He didn’t do well—socially or academically. Not a bad kid, but just “a mess,” as people in North Carolina like to say.

And back then, of course, you could get yourself properly deceased with, say, gingivitis, or appendicitis, or a mean dose of bronchitis on a damp night, or tetanus from farm fencing, or the pooling internal bleeding from a wrong-set broken bone, the whole limb getting a little green, then purple, then here comes a fever, but oh you’ll probably be alright just before they find you at room temperature in the morning. For most of our short American history, people have been dropping dead with profound ease, no more permanent than summer mud puddles or brittle fall leaves.

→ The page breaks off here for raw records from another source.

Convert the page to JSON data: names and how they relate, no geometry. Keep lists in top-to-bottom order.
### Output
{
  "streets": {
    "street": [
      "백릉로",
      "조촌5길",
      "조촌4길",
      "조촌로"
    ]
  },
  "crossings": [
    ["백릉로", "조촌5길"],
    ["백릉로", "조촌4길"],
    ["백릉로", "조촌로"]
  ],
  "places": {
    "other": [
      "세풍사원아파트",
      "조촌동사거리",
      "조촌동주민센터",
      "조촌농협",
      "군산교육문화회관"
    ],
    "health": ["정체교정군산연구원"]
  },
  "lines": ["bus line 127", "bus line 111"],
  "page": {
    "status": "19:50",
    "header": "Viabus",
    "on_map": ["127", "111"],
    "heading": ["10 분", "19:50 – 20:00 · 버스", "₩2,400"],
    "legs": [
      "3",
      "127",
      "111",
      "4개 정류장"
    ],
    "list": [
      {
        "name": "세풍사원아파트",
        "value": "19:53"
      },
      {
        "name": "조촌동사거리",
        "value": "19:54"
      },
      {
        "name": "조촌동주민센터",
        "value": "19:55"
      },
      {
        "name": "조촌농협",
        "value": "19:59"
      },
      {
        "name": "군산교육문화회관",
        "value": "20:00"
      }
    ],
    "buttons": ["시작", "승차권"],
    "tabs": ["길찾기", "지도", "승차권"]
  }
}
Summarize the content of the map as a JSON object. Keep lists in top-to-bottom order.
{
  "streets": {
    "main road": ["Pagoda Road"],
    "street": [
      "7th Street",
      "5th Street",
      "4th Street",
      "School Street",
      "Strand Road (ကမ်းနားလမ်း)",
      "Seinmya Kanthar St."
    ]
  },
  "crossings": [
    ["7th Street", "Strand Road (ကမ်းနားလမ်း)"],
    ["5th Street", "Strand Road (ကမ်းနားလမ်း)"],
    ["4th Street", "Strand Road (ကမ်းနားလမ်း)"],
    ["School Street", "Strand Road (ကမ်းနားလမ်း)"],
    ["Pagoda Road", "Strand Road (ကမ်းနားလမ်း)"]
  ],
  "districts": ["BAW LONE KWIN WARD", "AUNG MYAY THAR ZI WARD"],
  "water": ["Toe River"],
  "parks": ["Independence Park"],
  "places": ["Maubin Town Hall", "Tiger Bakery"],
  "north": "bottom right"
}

James couldn’t remember his real dad.

3.

James’s mother was a schoolteacher, loving toward James by all accounts. We should remember, though, that “loving” back then, and in that part of the country (my own family is from the piedmont of North Carolina), might mean it was your parental duty to beat a child severely about the back and rear and legs with a good, whip-like switch for wetting the bed or some other unavoidable small-person infraction. But she took care of him and his brother through the depression, keeping up, as best she could, and with what help she had, their small tobacco farm. Later, tarried by the daily tasks of farming, she rented the fields to tenant farmers. Eventually she married a man from King—a town magistrate she probably met at church, the main social event of the week—and rented out the farmhouse and fields. The family moved to King, which was the big city to James, though it only had a population of a few thousand. It had an official public school (not just a schoolhouse) full of town kids, a movie house, streets filled with cars. James was ten.

4.

School wasn’t his thing. He was such a nervous kid, like a scared cat in his way, ready to run heart-hammering fast away from danger, and when other kids, big kids, with their booming voices and laughing and confidence, came streaming down school hallways, he felt a little wave of panic, just a touch, run up him like a fast current. He didn’t do well—socially or academically. Not a bad kid, but just “a mess,” as people in North Carolina like to say. Finally, his mother let him quit school when he was twelve, which was not so unusual in those days, and she homeschooled him at the house in King, taught him what he needed to know.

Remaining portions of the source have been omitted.